WORK ITEM:
Print out every entry, keeping each line identical to the original.

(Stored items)
#####

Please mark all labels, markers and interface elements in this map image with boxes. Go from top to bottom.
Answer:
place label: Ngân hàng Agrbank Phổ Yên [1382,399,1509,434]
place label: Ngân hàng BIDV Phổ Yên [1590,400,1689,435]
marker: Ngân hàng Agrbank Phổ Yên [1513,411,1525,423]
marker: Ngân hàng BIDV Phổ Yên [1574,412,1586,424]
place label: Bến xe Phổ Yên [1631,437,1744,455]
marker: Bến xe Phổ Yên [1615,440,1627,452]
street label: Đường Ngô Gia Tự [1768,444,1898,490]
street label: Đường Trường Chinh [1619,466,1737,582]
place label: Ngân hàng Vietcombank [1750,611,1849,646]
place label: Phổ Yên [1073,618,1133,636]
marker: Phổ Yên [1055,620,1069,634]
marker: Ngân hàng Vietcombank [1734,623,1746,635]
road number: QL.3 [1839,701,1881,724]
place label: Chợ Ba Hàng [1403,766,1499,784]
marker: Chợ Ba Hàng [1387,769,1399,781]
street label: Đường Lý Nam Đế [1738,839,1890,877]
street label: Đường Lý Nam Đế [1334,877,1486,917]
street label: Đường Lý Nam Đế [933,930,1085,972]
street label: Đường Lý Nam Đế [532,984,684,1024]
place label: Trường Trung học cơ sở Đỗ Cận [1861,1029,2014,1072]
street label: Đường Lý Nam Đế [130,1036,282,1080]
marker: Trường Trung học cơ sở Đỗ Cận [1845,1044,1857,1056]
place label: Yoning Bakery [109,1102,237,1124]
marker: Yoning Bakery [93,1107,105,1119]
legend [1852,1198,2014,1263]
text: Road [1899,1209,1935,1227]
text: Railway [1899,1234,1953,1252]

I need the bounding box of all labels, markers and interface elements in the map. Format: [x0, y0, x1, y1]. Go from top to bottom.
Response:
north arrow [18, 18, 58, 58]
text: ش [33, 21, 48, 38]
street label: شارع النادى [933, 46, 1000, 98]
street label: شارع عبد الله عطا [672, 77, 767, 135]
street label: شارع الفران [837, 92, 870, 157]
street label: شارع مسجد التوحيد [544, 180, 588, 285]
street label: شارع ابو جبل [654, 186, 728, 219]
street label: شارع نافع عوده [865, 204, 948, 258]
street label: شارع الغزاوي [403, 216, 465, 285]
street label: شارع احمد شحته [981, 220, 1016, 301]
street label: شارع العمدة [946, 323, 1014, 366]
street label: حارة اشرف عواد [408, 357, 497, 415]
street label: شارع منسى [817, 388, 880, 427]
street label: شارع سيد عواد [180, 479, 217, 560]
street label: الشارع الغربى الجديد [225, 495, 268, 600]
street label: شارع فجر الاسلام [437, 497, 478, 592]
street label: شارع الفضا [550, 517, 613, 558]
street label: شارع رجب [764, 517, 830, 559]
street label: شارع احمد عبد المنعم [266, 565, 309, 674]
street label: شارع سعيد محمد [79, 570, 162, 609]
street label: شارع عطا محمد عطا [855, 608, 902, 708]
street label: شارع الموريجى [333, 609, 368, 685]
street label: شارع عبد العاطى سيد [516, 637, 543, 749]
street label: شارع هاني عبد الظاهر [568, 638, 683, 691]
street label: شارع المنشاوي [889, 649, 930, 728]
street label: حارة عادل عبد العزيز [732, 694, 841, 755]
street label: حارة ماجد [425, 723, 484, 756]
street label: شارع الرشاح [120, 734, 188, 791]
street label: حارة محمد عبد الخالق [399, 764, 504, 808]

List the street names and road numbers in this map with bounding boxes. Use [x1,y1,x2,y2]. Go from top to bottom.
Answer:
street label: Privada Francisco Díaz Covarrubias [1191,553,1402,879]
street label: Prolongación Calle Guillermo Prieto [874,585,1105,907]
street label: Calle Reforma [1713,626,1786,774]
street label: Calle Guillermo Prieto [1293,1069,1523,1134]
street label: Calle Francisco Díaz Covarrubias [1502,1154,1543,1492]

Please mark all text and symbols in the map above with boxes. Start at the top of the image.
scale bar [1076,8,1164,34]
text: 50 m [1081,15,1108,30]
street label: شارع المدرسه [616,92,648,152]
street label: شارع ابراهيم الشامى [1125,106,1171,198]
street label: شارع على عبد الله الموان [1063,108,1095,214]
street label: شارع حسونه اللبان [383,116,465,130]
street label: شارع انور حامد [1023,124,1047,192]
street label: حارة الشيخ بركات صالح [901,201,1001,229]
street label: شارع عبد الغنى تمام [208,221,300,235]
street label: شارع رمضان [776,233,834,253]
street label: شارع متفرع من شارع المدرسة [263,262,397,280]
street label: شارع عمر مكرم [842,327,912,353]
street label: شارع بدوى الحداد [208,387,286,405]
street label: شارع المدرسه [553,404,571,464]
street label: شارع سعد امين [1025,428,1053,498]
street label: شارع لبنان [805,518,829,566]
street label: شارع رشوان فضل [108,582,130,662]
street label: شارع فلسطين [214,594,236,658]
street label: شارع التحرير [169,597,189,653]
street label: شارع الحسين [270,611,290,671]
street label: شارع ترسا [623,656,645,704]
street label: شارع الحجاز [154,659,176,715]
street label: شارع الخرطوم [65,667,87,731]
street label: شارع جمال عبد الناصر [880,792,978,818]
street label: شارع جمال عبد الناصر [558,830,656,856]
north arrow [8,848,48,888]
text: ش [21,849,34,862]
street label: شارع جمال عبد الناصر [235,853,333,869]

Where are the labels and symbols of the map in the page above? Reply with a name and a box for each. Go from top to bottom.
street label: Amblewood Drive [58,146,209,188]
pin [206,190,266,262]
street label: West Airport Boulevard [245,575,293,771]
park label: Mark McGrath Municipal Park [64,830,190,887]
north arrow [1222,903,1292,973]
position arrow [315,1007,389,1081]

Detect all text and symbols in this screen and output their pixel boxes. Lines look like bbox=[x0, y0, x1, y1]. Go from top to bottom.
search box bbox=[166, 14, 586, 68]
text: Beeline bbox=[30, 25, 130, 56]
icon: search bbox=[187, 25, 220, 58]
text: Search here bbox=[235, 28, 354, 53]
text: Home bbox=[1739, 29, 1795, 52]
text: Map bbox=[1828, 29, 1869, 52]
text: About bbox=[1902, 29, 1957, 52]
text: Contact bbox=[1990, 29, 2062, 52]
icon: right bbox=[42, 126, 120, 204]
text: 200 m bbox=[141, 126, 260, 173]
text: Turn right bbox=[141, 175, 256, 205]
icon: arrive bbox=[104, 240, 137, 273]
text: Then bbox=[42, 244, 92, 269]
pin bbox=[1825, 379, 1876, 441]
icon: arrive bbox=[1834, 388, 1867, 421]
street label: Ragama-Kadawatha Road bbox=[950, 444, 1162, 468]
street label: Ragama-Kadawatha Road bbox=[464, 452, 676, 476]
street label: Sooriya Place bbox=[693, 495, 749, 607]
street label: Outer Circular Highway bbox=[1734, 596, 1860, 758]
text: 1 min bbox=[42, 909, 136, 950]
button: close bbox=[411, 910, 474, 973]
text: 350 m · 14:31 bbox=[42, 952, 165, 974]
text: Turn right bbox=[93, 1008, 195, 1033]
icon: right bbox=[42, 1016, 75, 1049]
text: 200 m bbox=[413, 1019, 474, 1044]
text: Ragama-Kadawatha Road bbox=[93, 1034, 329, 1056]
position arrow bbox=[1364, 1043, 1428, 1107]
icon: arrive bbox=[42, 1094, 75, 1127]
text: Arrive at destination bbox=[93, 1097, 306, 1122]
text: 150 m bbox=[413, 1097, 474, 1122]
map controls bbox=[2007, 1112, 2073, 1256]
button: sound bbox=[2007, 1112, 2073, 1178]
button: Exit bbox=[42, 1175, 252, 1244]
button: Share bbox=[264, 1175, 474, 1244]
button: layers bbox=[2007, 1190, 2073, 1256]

#####

EXERCISE SOLUTION:
Please mark all labels, markers and interface elements in this map image with boxes. Go from top to bottom.
Answer:
place label: Ngân hàng Agrbank Phổ Yên [1382,399,1509,434]
place label: Ngân hàng BIDV Phổ Yên [1590,400,1689,435]
marker: Ngân hàng Agrbank Phổ Yên [1513,411,1525,423]
marker: Ngân hàng BIDV Phổ Yên [1574,412,1586,424]
place label: Bến xe Phổ Yên [1631,437,1744,455]
marker: Bến xe Phổ Yên [1615,440,1627,452]
street label: Đường Ngô Gia Tự [1768,444,1898,490]
street label: Đường Trường Chinh [1619,466,1737,582]
place label: Ngân hàng Vietcombank [1750,611,1849,646]
place label: Phổ Yên [1073,618,1133,636]
marker: Phổ Yên [1055,620,1069,634]
marker: Ngân hàng Vietcombank [1734,623,1746,635]
road number: QL.3 [1839,701,1881,724]
place label: Chợ Ba Hàng [1403,766,1499,784]
marker: Chợ Ba Hàng [1387,769,1399,781]
street label: Đường Lý Nam Đế [1738,839,1890,877]
street label: Đường Lý Nam Đế [1334,877,1486,917]
street label: Đường Lý Nam Đế [933,930,1085,972]
street label: Đường Lý Nam Đế [532,984,684,1024]
place label: Trường Trung học cơ sở Đỗ Cận [1861,1029,2014,1072]
street label: Đường Lý Nam Đế [130,1036,282,1080]
marker: Trường Trung học cơ sở Đỗ Cận [1845,1044,1857,1056]
place label: Yoning Bakery [109,1102,237,1124]
marker: Yoning Bakery [93,1107,105,1119]
legend [1852,1198,2014,1263]
text: Road [1899,1209,1935,1227]
text: Railway [1899,1234,1953,1252]

I need the bounding box of all labels, markers and interface elements in the map. Format: [x0, y0, x1, y1]. Go from top to bottom.
Response:
north arrow [18, 18, 58, 58]
text: ش [33, 21, 48, 38]
street label: شارع النادى [933, 46, 1000, 98]
street label: شارع عبد الله عطا [672, 77, 767, 135]
street label: شارع الفران [837, 92, 870, 157]
street label: شارع مسجد التوحيد [544, 180, 588, 285]
street label: شارع ابو جبل [654, 186, 728, 219]
street label: شارع نافع عوده [865, 204, 948, 258]
street label: شارع الغزاوي [403, 216, 465, 285]
street label: شارع احمد شحته [981, 220, 1016, 301]
street label: شارع العمدة [946, 323, 1014, 366]
street label: حارة اشرف عواد [408, 357, 497, 415]
street label: شارع منسى [817, 388, 880, 427]
street label: شارع سيد عواد [180, 479, 217, 560]
street label: الشارع الغربى الجديد [225, 495, 268, 600]
street label: شارع فجر الاسلام [437, 497, 478, 592]
street label: شارع الفضا [550, 517, 613, 558]
street label: شارع رجب [764, 517, 830, 559]
street label: شارع احمد عبد المنعم [266, 565, 309, 674]
street label: شارع سعيد محمد [79, 570, 162, 609]
street label: شارع عطا محمد عطا [855, 608, 902, 708]
street label: شارع الموريجى [333, 609, 368, 685]
street label: شارع عبد العاطى سيد [516, 637, 543, 749]
street label: شارع هاني عبد الظاهر [568, 638, 683, 691]
street label: شارع المنشاوي [889, 649, 930, 728]
street label: حارة عادل عبد العزيز [732, 694, 841, 755]
street label: حارة ماجد [425, 723, 484, 756]
street label: شارع الرشاح [120, 734, 188, 791]
street label: حارة محمد عبد الخالق [399, 764, 504, 808]

List the street names and road numbers in this map with bounding boxes. Use [x1,y1,x2,y2]. Go from top to bottom.
Answer:
street label: Privada Francisco Díaz Covarrubias [1191,553,1402,879]
street label: Prolongación Calle Guillermo Prieto [874,585,1105,907]
street label: Calle Reforma [1713,626,1786,774]
street label: Calle Guillermo Prieto [1293,1069,1523,1134]
street label: Calle Francisco Díaz Covarrubias [1502,1154,1543,1492]

Please mark all text and symbols in the map above with boxes. Start at the top of the image.
scale bar [1076,8,1164,34]
text: 50 m [1081,15,1108,30]
street label: شارع المدرسه [616,92,648,152]
street label: شارع ابراهيم الشامى [1125,106,1171,198]
street label: شارع على عبد الله الموان [1063,108,1095,214]
street label: شارع حسونه اللبان [383,116,465,130]
street label: شارع انور حامد [1023,124,1047,192]
street label: حارة الشيخ بركات صالح [901,201,1001,229]
street label: شارع عبد الغنى تمام [208,221,300,235]
street label: شارع رمضان [776,233,834,253]
street label: شارع متفرع من شارع المدرسة [263,262,397,280]
street label: شارع عمر مكرم [842,327,912,353]
street label: شارع بدوى الحداد [208,387,286,405]
street label: شارع المدرسه [553,404,571,464]
street label: شارع سعد امين [1025,428,1053,498]
street label: شارع لبنان [805,518,829,566]
street label: شارع رشوان فضل [108,582,130,662]
street label: شارع فلسطين [214,594,236,658]
street label: شارع التحرير [169,597,189,653]
street label: شارع الحسين [270,611,290,671]
street label: شارع ترسا [623,656,645,704]
street label: شارع الحجاز [154,659,176,715]
street label: شارع الخرطوم [65,667,87,731]
street label: شارع جمال عبد الناصر [880,792,978,818]
street label: شارع جمال عبد الناصر [558,830,656,856]
north arrow [8,848,48,888]
text: ش [21,849,34,862]
street label: شارع جمال عبد الناصر [235,853,333,869]

Where are the labels and symbols of the map in the page above? Reply with a name and a box for each. Go from top to bottom.
street label: Amblewood Drive [58,146,209,188]
pin [206,190,266,262]
street label: West Airport Boulevard [245,575,293,771]
park label: Mark McGrath Municipal Park [64,830,190,887]
north arrow [1222,903,1292,973]
position arrow [315,1007,389,1081]

Detect all text and symbols in this screen and output their pixel boxes. Lines look like bbox=[x0, y0, x1, y1]. Go from top to bottom.
search box bbox=[166, 14, 586, 68]
text: Beeline bbox=[30, 25, 130, 56]
icon: search bbox=[187, 25, 220, 58]
text: Search here bbox=[235, 28, 354, 53]
text: Home bbox=[1739, 29, 1795, 52]
text: Map bbox=[1828, 29, 1869, 52]
text: About bbox=[1902, 29, 1957, 52]
text: Contact bbox=[1990, 29, 2062, 52]
icon: right bbox=[42, 126, 120, 204]
text: 200 m bbox=[141, 126, 260, 173]
text: Turn right bbox=[141, 175, 256, 205]
icon: arrive bbox=[104, 240, 137, 273]
text: Then bbox=[42, 244, 92, 269]
pin bbox=[1825, 379, 1876, 441]
icon: arrive bbox=[1834, 388, 1867, 421]
street label: Ragama-Kadawatha Road bbox=[950, 444, 1162, 468]
street label: Ragama-Kadawatha Road bbox=[464, 452, 676, 476]
street label: Sooriya Place bbox=[693, 495, 749, 607]
street label: Outer Circular Highway bbox=[1734, 596, 1860, 758]
text: 1 min bbox=[42, 909, 136, 950]
button: close bbox=[411, 910, 474, 973]
text: 350 m · 14:31 bbox=[42, 952, 165, 974]
text: Turn right bbox=[93, 1008, 195, 1033]
icon: right bbox=[42, 1016, 75, 1049]
text: 200 m bbox=[413, 1019, 474, 1044]
text: Ragama-Kadawatha Road bbox=[93, 1034, 329, 1056]
position arrow bbox=[1364, 1043, 1428, 1107]
icon: arrive bbox=[42, 1094, 75, 1127]
text: Arrive at destination bbox=[93, 1097, 306, 1122]
text: 150 m bbox=[413, 1097, 474, 1122]
map controls bbox=[2007, 1112, 2073, 1256]
button: sound bbox=[2007, 1112, 2073, 1178]
button: Exit bbox=[42, 1175, 252, 1244]
button: Share bbox=[264, 1175, 474, 1244]
button: layers bbox=[2007, 1190, 2073, 1256]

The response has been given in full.